A Changing of the Guard at the Royal Opera

After 22 years as the music director at the Royal Opera House in London, Antonio Pappano has a tried-and-true recipe for creating traction around the art form.

“The choices you make and the energy which you share with audiences will keep them coming,” he said.

The British-born conductor, 64, has left his mark on the house through a strong work ethic and an in-depth understanding of the voice. His final production is a David McVicar staging of Giordano’s “Andrea Chénier,” starring Jonas Kaufmann, that is onstage through Tuesday. He then leads the company on tour to Japan, from June 22 to July 2, with productions of Verdi’s “Rigoletto” and Puccini’s “Turandot.”

Pappano, whose parents were Italian immigrants, gravitates naturally toward the works of that tradition. But he has also championed everyone including contemporary British composers, Russian repertoire and Wagner. Through 2027, he will return at intervals to the Royal Opera to conduct all four installments of a “Ring” cycle staged by Barrie Kosky.

Parallel to the Royal Opera, Pappano served as the music director of the Orchestra dell’Accademia Nazionale di Santa Cecilia in Rome, a position that he relinquished last year. The next phase of his career will be dedicated to the London Symphony Orchestra, where he will officially take over as the chief conductor in the 2024-25 season.

On Thursday, his autobiographical account, “My Life in Music,” will be released, including extensive descriptions of his operatic work in London, Rome, Oslo and Brussels.

The following interview has been edited and condensed.

It must be an emotional moment to depart from the Royal Opera after over two decades.

This place will always be my home in a certain way. As music director, you have to create a family. And we’re all very close. The interconnection of trust is like a chain.

Opera takes a lot of good will and preparation. It also costs a lot of money. And then the miracle happens.

What values would you say that you’ve instilled as music director?

I believe that an opera performance should be something unified — so that what’s going on in the orchestra pit and onstage make complete sense together. The [Italian] word “maestro” means teacher, to imbue the musicians with a sense of direction, purpose and sense of stylistic appropriateness for each piece, whether that’s Mozart, Shostakovich, Puccini or Wagner.

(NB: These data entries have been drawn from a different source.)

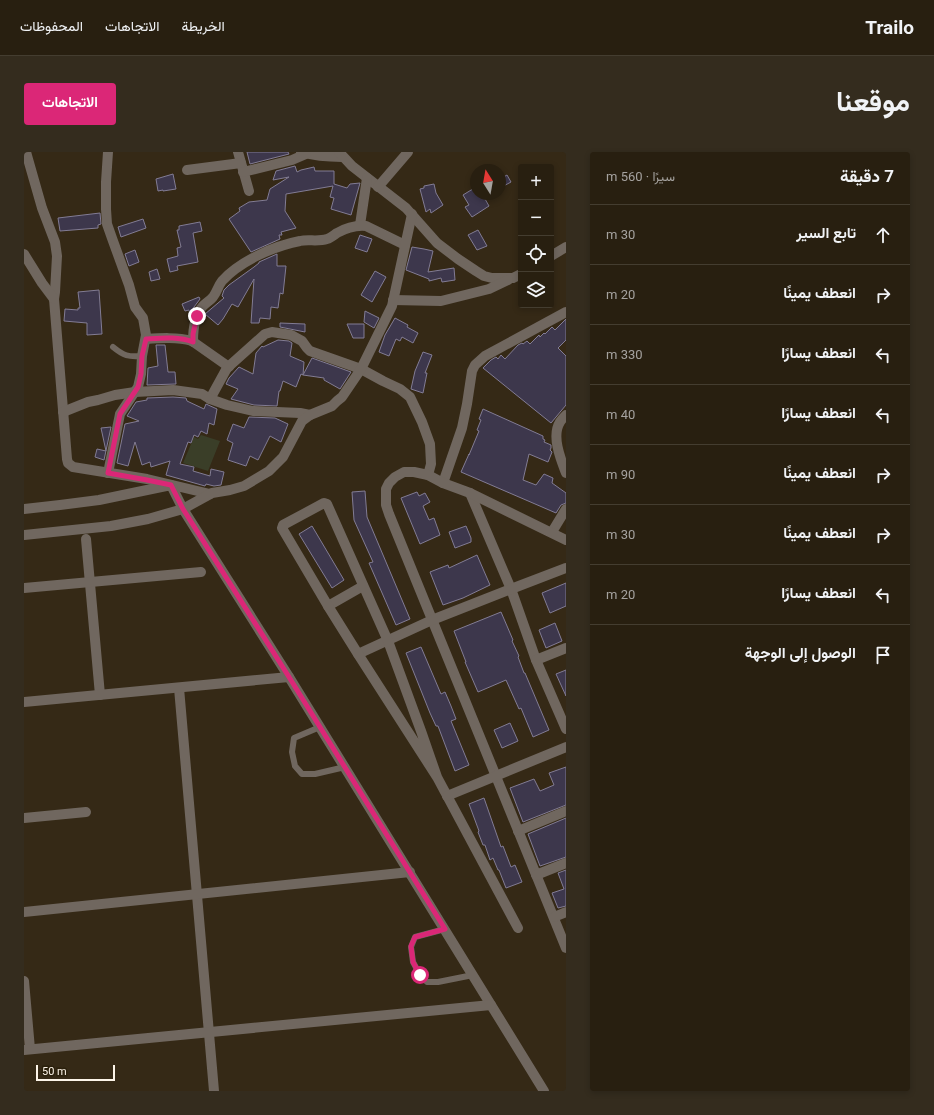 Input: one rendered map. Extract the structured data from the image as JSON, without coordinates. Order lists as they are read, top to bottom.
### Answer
{
  "scale_bar": "50 m",
  "north": "top",
  "page": {
    "header": "Trailo",
    "nav": ["الخريطة", "الاتجاهات", "المحفوظات"],
    "title": "موقعنا",
    "buttons": "الاتجاهات",
    "heading": ["7 دقيقة", "سيرًا · 560 m"],
    "map_buttons": ["+", "−"],
    "list": [
      ["تابع السير", "30 m"],
      ["انعطف يمينًا", "20 m"],
      ["انعطف يسارًا", "330 m"],
      ["انعطف يسارًا", "40 m"],
      ["انعطف يمينًا", "90 m"],
      ["انعطف يمينًا", "30 m"],
      ["انعطف يسارًا", "20 m"],
      "الوصول إلى الوجهة"
    ],
    "scale": "50 m"
  }
} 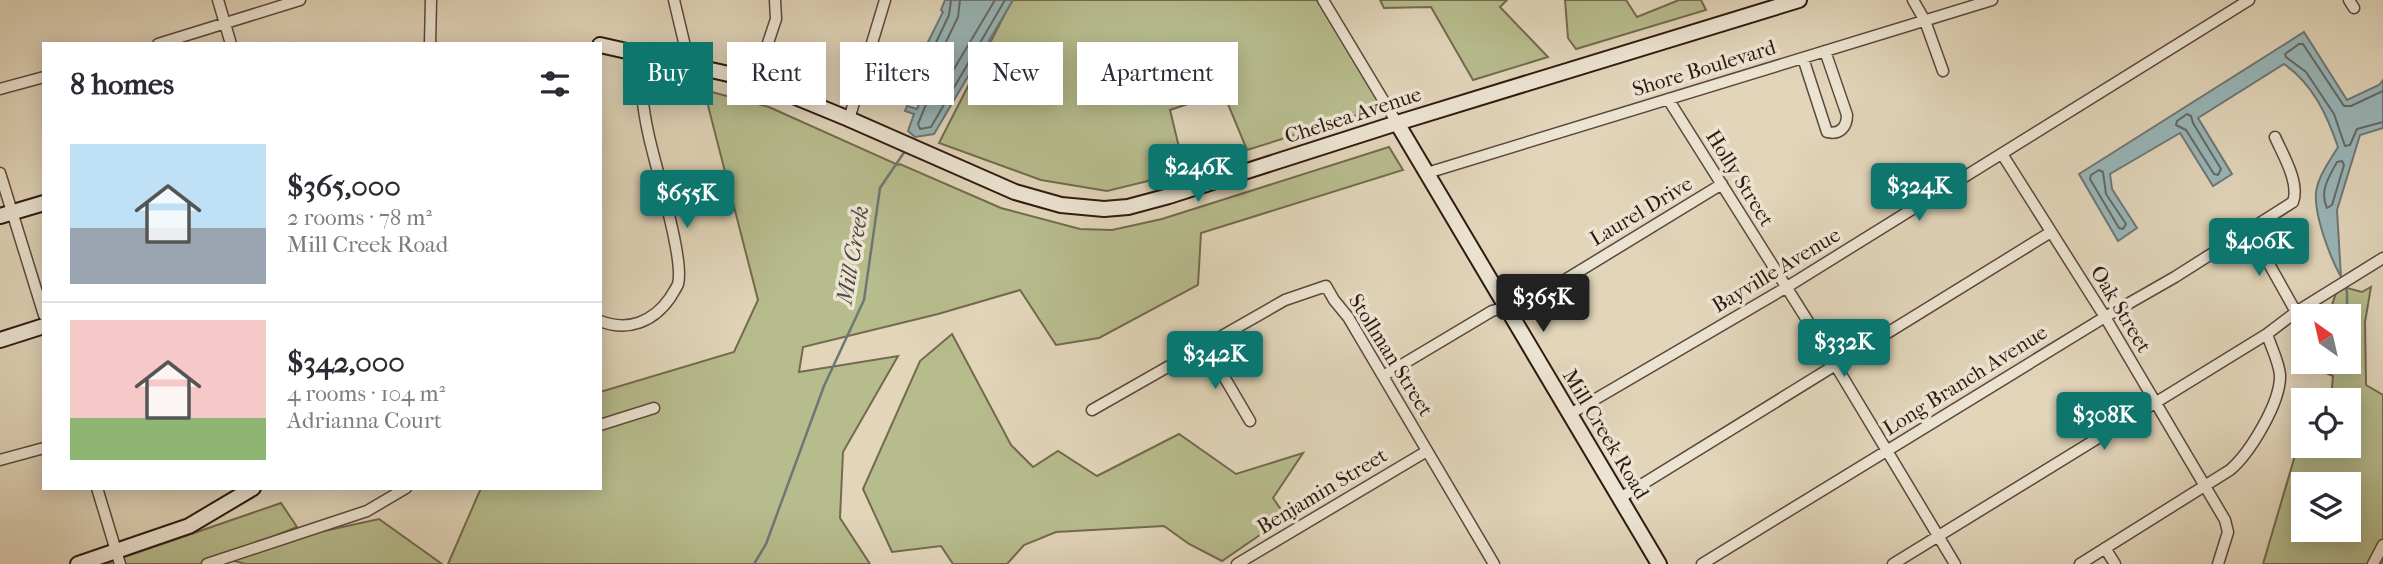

So I’ve stuck my nose in a lot of different repertoire. It’s been fantastic for me, and I think it has benefited the house. The love for opera is very strong — the desire to create something that’s dramaturgically interesting, where the music is jumping off the page. That’s been my job, anyway. And I think that people have appreciated that approach.

Not insignificantly, your father was a voice teacher and your wife is a vocal coach. What role has coaching from the piano continued to play in your activities?

I grew up in the opera house, working as a répétiteur for many years. So I come from that very traditional background and really worked from the inside.

Working with singers in the young artist program has been very important to me. Because whether I’m at the piano or giving master classes, the idea is that a young singer can be confronted with someone who is on the one hand challenging them and, on the other hand, offering a lot of experience.

It’s amazing how resilient they become when they learn to listen to what is being asked of them. Things like: What are the eyes doing while you’re singing? Are you expressive enough? Too expressive? All those things make up a performance.

I’m always a coach, basically. That’s also what I do with the orchestra. But that means a lot of different things: refinement, drama, tenacity. And flair, because we’re in show business.

Some of the things you talk about are of course becoming a bit of a lost art.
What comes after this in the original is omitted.